◆ Recorded data:
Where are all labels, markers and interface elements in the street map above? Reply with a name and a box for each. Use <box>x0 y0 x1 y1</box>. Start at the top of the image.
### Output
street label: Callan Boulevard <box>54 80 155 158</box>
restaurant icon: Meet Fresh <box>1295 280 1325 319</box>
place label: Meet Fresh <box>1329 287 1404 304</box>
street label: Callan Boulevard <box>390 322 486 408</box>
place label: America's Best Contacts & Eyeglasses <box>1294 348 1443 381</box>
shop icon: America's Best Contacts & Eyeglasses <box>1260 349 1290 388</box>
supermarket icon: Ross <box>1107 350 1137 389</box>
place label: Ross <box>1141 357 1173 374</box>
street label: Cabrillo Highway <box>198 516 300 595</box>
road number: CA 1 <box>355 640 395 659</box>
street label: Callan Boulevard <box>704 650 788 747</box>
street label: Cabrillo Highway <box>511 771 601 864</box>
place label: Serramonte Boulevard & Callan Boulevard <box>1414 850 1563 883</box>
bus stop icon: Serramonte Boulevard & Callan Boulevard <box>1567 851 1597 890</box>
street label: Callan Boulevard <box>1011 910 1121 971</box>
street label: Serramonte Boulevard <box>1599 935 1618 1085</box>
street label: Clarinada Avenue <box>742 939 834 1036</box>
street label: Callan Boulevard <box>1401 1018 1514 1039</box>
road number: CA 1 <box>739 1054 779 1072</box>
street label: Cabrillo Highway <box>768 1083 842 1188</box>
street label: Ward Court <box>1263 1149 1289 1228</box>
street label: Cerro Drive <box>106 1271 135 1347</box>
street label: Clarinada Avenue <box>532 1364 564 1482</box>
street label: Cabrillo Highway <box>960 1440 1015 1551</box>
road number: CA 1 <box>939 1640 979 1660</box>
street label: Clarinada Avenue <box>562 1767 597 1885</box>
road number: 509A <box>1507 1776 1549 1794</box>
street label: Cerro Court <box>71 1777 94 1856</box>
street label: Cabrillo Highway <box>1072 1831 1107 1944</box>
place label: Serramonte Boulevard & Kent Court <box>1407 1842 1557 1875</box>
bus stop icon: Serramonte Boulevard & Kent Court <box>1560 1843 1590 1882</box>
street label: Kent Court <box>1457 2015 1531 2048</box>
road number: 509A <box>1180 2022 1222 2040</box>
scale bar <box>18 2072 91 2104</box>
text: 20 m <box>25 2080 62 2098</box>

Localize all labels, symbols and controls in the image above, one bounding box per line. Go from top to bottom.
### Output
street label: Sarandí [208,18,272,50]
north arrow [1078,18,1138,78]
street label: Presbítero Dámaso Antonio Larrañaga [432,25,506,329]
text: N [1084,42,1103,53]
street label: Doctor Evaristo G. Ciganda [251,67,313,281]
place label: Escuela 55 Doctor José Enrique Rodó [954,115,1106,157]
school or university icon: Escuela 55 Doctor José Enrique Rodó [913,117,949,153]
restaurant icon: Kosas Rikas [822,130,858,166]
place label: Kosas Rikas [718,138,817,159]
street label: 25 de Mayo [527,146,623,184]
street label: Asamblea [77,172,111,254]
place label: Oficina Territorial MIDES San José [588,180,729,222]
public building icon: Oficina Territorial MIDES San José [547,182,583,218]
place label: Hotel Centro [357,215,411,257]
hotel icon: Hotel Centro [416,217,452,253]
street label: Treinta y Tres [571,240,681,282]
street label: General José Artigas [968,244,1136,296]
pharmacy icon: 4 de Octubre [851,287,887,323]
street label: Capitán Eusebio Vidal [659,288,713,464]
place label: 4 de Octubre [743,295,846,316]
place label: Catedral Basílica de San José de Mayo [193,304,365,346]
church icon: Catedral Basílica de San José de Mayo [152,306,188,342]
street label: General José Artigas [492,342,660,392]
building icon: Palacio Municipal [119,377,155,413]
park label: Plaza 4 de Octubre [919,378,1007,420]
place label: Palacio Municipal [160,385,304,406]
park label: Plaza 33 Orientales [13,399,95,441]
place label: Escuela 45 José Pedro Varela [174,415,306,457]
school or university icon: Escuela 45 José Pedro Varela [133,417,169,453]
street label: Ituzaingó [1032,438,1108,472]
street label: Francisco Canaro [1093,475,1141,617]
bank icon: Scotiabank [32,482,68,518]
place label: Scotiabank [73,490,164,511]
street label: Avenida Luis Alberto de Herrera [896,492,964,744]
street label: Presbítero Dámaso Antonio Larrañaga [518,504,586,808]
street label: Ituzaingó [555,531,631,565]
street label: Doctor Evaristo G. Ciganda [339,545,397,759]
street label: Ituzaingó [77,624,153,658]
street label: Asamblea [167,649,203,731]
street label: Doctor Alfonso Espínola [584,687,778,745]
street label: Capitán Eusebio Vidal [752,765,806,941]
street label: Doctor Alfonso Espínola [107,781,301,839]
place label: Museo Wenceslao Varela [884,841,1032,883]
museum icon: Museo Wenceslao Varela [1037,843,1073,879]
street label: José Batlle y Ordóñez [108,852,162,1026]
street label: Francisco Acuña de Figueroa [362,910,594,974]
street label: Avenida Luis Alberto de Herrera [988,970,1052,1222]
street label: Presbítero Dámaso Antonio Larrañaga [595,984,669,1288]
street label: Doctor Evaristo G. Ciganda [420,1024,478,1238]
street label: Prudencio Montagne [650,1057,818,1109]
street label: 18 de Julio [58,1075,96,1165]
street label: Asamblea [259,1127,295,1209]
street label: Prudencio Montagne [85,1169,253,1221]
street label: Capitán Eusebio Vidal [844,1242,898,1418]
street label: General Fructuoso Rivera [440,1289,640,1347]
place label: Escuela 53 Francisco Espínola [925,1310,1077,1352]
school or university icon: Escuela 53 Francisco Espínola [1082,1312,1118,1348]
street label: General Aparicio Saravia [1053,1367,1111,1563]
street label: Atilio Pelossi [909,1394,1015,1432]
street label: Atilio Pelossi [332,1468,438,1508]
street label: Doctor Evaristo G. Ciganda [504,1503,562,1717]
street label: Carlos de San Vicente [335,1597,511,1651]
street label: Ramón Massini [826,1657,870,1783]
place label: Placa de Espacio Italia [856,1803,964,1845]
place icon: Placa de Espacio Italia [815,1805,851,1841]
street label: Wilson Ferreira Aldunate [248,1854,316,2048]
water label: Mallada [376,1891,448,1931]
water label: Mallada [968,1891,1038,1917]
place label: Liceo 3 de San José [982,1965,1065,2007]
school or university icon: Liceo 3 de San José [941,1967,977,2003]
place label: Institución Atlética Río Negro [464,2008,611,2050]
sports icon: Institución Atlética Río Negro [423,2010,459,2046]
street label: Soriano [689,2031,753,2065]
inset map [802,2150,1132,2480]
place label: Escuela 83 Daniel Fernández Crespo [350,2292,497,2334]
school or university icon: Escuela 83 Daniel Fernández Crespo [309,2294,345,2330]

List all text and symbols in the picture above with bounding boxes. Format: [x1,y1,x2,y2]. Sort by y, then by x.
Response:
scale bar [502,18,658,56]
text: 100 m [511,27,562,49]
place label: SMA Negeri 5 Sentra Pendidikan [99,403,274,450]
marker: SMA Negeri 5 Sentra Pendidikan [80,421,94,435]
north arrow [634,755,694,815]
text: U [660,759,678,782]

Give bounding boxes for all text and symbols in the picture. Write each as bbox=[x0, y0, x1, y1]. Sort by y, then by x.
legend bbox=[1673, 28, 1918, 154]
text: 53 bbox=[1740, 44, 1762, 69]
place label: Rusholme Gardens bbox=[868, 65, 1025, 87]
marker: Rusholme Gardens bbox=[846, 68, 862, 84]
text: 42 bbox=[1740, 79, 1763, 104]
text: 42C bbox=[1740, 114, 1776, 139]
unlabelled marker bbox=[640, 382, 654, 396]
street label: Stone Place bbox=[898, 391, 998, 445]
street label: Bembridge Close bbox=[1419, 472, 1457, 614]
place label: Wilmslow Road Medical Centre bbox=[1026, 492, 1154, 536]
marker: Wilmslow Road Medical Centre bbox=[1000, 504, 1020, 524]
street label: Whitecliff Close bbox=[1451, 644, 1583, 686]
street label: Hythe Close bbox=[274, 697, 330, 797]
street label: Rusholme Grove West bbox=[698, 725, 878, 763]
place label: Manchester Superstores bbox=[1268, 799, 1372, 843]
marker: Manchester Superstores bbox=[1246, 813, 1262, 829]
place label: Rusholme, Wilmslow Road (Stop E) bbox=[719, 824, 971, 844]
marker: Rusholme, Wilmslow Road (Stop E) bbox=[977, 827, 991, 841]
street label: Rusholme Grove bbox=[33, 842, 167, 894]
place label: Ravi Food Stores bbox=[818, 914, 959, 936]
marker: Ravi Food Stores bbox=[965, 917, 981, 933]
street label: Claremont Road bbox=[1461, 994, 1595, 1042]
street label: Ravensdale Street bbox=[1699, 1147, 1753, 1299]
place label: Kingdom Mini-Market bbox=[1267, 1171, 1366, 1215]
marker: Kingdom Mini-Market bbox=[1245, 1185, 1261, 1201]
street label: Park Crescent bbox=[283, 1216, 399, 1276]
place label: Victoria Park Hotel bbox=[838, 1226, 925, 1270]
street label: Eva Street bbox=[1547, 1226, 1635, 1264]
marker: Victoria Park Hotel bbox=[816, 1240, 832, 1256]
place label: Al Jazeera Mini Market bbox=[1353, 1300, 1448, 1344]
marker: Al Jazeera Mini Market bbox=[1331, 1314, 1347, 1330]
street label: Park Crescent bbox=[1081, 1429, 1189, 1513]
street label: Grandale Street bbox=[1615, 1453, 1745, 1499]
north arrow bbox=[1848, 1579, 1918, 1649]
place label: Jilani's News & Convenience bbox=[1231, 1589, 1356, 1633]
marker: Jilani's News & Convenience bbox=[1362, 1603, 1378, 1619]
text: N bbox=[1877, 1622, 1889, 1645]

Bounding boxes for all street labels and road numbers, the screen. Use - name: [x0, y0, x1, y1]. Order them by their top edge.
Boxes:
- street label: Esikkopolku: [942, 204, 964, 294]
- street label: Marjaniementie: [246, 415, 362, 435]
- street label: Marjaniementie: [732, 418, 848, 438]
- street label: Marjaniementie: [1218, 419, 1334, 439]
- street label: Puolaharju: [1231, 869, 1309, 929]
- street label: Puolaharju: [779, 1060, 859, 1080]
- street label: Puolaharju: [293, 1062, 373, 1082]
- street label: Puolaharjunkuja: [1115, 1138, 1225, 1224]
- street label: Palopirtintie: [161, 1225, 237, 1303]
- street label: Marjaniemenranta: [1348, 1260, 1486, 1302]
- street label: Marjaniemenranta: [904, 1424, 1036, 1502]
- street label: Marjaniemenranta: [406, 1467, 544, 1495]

◆ Task: From the records above, return each line that includes "Ciganda".

◆ Written reply:
street label: Doctor Evaristo G. Ciganda [251,67,313,281]
street label: Doctor Evaristo G. Ciganda [339,545,397,759]
street label: Doctor Evaristo G. Ciganda [420,1024,478,1238]
street label: Doctor Evaristo G. Ciganda [504,1503,562,1717]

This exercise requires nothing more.